Potężny zbiór barwnych fotografii pozwala na przyjrzenie się zaćmieniom Słońca, Księżyca oraz wszystkim planetom Układu Słonecznego |
Ostatnia część to interaktywne mapy przedstawiające niebo wzdłuż równika niebieskiego i obszary biegunowe. Po kliknięciu na jedną (lub kilka) opcji oczom obserwatora ukaże się siatka współrzędnych z naniesionym równikiem galaktycznym i płaszczyzną ekliptyki, gwiazdozbiory, gromady gwiazd i mgławice. Istnieje również możliwość włączenia podopcji z nazwą danej planety Układu Słonecznego i wyświetlenia jej położenia.
Studiowanie mapy nieba nie jest czynnością nudną, ubarwia ją bowiem interakcja – najjaśniejsze obiekty są aktywne, po kliknięciu nań wskaźnikiem myszki ukazuje się zdjęcie i podstawowe informacje na temat danej planety czy gwiazdy.
Dodatkowym atutem pakietu, podnoszącym jego aktualność i wielomedialność, są trójwymiarowe fotografie powierzchni Marsa zrobione przez sondę Pathfinder.

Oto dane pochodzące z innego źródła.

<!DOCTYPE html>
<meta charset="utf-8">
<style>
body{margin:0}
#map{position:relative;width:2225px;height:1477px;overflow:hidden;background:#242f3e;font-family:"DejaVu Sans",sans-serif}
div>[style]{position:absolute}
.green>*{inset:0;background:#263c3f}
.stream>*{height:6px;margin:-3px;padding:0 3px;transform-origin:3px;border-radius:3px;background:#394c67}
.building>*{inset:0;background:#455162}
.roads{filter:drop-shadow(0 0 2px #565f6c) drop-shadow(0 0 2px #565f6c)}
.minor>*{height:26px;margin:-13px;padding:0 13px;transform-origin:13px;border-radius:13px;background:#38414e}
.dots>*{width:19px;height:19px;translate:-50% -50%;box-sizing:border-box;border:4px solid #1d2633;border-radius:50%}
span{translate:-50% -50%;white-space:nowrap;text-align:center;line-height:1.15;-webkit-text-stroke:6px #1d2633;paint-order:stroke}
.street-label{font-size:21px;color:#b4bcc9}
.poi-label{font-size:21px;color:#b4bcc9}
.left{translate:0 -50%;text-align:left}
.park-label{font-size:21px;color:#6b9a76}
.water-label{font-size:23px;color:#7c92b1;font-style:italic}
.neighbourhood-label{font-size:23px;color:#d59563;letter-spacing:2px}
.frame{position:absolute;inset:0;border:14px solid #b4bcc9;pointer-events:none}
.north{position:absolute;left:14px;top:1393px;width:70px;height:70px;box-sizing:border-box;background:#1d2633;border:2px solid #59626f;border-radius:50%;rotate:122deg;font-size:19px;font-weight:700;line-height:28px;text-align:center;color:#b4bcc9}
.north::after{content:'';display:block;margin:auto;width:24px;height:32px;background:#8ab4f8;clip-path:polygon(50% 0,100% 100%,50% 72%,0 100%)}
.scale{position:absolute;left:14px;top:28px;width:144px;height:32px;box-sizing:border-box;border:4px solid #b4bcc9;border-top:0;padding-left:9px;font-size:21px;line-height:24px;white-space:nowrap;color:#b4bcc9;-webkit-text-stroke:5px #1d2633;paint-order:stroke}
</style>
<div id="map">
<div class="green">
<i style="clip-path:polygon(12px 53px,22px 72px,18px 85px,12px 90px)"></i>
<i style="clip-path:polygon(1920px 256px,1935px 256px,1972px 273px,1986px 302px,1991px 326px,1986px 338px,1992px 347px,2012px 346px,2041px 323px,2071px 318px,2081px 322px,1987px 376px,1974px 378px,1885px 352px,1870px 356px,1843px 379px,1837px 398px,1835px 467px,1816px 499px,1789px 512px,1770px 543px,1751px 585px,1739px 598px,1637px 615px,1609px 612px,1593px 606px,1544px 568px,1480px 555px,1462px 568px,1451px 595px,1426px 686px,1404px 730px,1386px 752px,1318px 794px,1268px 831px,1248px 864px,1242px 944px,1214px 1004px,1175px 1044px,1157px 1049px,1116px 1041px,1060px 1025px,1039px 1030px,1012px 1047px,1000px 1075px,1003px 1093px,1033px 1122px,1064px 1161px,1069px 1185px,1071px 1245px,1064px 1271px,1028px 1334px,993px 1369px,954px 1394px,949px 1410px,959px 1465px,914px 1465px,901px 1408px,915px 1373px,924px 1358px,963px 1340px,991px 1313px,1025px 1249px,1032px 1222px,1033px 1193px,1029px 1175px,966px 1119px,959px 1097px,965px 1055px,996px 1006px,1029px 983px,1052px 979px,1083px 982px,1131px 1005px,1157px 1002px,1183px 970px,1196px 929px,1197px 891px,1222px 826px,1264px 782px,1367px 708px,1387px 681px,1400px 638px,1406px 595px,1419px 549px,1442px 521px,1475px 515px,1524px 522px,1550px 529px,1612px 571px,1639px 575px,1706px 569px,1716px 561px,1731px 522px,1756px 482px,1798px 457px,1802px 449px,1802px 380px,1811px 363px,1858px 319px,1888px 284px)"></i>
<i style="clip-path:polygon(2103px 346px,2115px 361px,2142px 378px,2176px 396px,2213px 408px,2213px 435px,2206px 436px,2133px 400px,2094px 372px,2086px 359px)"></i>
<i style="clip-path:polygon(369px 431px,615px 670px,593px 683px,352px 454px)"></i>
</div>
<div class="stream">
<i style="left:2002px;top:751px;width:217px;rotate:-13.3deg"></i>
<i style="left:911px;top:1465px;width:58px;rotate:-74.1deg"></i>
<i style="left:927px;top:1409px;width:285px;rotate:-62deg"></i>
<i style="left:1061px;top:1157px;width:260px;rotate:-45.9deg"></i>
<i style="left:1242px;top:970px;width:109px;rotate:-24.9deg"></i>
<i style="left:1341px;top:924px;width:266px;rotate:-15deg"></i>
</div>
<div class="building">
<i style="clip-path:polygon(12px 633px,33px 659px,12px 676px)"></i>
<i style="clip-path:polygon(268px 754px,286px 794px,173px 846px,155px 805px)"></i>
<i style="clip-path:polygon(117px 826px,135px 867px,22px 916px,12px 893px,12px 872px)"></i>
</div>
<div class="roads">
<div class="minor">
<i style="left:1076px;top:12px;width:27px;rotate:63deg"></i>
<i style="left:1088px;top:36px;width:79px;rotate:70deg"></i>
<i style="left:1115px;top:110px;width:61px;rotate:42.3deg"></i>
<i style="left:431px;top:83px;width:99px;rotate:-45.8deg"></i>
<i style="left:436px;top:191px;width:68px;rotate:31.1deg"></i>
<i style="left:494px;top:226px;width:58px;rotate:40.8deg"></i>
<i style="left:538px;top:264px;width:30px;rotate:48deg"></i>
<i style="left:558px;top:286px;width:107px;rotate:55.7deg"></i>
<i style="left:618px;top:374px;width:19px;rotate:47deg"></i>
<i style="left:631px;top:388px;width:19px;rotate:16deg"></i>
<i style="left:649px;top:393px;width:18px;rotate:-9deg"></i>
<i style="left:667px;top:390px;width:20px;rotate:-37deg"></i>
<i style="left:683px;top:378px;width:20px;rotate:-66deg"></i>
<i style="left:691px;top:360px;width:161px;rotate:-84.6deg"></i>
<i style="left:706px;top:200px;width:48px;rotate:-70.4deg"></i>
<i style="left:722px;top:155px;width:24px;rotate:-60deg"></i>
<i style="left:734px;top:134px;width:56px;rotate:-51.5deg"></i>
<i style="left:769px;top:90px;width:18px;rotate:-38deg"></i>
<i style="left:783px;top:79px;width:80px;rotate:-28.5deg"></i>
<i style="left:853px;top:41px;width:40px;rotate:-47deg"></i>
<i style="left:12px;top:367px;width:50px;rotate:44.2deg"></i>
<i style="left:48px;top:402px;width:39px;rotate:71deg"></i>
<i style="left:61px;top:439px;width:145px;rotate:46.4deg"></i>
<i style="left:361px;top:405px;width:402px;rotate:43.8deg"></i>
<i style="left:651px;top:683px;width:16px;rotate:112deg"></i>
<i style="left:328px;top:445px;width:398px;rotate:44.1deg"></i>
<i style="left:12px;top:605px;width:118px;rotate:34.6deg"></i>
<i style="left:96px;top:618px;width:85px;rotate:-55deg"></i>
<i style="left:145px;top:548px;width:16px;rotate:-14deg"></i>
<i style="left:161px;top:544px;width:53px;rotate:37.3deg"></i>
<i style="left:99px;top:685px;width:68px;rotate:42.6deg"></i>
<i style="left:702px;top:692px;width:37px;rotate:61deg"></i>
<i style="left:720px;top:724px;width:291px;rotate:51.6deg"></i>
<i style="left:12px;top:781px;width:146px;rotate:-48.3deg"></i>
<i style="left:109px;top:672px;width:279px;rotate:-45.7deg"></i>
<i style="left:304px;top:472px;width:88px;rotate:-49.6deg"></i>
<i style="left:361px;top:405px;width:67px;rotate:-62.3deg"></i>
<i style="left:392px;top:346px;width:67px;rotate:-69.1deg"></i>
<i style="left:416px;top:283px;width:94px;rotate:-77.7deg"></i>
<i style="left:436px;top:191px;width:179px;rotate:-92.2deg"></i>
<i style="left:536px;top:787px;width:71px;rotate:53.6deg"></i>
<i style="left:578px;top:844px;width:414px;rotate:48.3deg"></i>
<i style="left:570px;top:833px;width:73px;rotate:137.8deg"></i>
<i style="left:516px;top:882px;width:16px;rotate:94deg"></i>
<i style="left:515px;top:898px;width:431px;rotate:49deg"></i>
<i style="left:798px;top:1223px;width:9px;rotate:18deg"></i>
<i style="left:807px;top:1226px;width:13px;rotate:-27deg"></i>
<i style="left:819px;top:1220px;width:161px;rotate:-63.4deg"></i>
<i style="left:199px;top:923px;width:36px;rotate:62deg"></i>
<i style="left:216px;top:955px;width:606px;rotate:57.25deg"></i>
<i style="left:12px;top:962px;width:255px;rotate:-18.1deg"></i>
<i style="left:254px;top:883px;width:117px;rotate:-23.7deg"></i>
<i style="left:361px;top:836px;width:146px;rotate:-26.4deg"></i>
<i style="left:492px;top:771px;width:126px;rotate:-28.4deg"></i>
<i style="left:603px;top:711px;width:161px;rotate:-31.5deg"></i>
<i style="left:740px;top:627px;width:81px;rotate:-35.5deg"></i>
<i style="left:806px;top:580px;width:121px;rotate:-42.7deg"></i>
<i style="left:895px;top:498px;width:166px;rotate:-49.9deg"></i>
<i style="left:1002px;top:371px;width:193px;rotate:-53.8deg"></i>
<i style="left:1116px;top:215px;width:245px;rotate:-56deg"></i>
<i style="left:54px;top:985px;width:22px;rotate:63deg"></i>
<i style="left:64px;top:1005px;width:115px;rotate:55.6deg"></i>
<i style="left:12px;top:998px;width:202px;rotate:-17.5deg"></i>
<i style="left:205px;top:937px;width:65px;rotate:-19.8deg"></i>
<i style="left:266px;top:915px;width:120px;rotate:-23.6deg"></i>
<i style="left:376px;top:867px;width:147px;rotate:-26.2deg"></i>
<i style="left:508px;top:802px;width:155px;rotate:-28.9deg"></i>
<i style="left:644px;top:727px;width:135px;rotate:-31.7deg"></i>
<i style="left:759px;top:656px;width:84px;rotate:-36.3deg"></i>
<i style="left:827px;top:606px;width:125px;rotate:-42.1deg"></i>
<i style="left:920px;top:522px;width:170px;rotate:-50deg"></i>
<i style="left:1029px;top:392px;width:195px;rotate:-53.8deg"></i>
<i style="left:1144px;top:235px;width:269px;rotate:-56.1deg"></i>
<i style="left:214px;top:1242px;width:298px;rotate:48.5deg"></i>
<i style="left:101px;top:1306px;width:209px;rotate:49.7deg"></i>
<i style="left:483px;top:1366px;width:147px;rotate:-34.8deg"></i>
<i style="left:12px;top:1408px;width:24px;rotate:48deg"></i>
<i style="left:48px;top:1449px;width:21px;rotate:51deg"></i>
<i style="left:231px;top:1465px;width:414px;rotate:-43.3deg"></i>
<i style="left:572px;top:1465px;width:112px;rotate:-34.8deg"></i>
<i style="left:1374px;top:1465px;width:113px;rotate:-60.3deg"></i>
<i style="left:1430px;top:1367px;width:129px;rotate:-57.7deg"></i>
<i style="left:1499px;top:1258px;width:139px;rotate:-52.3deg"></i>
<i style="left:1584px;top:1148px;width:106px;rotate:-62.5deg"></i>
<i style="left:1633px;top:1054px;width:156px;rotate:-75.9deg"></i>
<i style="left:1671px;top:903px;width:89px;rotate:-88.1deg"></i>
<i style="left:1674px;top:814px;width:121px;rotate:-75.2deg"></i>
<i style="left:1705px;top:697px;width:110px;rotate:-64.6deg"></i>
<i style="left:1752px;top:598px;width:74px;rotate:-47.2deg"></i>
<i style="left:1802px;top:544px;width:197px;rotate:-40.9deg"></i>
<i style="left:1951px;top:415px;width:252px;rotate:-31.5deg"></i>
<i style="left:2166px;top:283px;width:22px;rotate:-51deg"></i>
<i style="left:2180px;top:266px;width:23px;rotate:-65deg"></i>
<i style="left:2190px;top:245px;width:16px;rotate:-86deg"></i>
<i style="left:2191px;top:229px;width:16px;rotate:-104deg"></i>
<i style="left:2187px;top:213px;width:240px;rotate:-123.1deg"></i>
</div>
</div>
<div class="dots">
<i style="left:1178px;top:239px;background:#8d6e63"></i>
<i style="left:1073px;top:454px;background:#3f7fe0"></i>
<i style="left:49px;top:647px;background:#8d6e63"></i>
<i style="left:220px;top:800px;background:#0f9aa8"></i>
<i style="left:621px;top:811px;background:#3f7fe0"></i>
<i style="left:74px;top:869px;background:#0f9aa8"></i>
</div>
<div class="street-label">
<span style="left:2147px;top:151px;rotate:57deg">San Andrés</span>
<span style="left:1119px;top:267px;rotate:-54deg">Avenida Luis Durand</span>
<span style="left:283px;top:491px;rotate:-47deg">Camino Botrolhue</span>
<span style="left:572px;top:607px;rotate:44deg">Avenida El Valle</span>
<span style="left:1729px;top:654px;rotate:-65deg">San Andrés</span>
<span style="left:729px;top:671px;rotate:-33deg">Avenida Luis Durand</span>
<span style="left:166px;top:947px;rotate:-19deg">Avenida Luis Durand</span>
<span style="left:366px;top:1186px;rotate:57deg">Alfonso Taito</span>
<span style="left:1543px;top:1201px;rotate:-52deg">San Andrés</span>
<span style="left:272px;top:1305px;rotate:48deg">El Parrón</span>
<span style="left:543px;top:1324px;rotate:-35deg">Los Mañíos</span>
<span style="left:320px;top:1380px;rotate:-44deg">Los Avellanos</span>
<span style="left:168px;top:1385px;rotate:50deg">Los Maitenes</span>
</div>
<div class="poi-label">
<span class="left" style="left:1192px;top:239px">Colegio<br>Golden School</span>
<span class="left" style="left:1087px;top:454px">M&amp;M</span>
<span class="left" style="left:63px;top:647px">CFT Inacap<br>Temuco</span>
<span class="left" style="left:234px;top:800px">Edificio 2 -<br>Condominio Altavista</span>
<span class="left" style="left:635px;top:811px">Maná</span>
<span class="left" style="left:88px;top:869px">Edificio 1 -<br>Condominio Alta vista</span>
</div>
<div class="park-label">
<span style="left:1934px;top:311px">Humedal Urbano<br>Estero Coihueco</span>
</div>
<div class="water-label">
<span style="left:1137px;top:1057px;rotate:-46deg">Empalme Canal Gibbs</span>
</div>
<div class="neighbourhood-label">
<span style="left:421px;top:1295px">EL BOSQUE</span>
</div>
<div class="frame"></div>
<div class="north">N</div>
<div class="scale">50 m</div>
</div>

Uważni użytkownicy dotrą z pewnością do miejsc w programie, gdzie umieszczono krótkie filmy wideo (oznaczone specjalną ikoną) przedstawiające np. start promu kosmicznego z teleskopem Hubble’a na pokładzie.
w skrócie | |
Natura. Kosmos | |
Liczba CD: 2 | |
Język: polski | |
Wymagania: PC 486, 8 MB RAM, karta graficzna w trybie hicolor, karta dźwiękowa, napęd CD-ROM 2x, Windows 3.1x/9x, ok. 24 MB na dysku | |
intuicyjny i niezwykle prosty w obsłudze interfejs | |
niebanalne opracowanie tematów | |
bogactwo odnośników hipertekstowych | |
niska cena | |
Producent: Perfekt Multimedia, Poznań, tel./faks: (0-61) 868 83 79, e-mail: [email protected], http://www.perfekt.pl/ | |
Cena: 47 zł |
Podróżującemu po nieboskłonie, planetach i galaktykach cały czas towarzyszy spokojna muzyka oraz miękki, matowy głos lektora, który odczytuje pojawiające się na ekranie terminy i ich definicje. Jeśli ktoś natomiast woli w ciszy i skupieniu przemieszczać się po bezkresie kosmosu – może w każdej chwili wyłączyć dźwięk muzyki i głos, korzystając z menu Opcje znajdującego się w prawym górnym rogu ekranu.
Podanych przez producenta (patrz ramka “w skrócie”) minimalnych wymagań systemowych nie należy traktować zbyt poważnie – program może się nieco “dławić”. Aby nie zepsuć sobie przyjemności korzystania z multimedialno-interaktywnego krążka, aplikację należy uruchamiać na dobrze wyposażonej maszynie (Pentium, 32 MB RAM-u, karta graficzna dysponująca pełną paletą barw, szybki napęd CD etc.).
Podsumowując krótką charakterystykę Kosmosu, ze spokojem można polecić pierwszy numer kwartalnika z cyklu Natura szerokiej rzeszy użytkowników PC-tów. Naprawdę nieczęsto się zdarza, aby nasze w pełni rodzime produkty z gatunku multimediów były tak perfekcyjnie i do końca przemyślanie wykonane – na miarę Perfektu.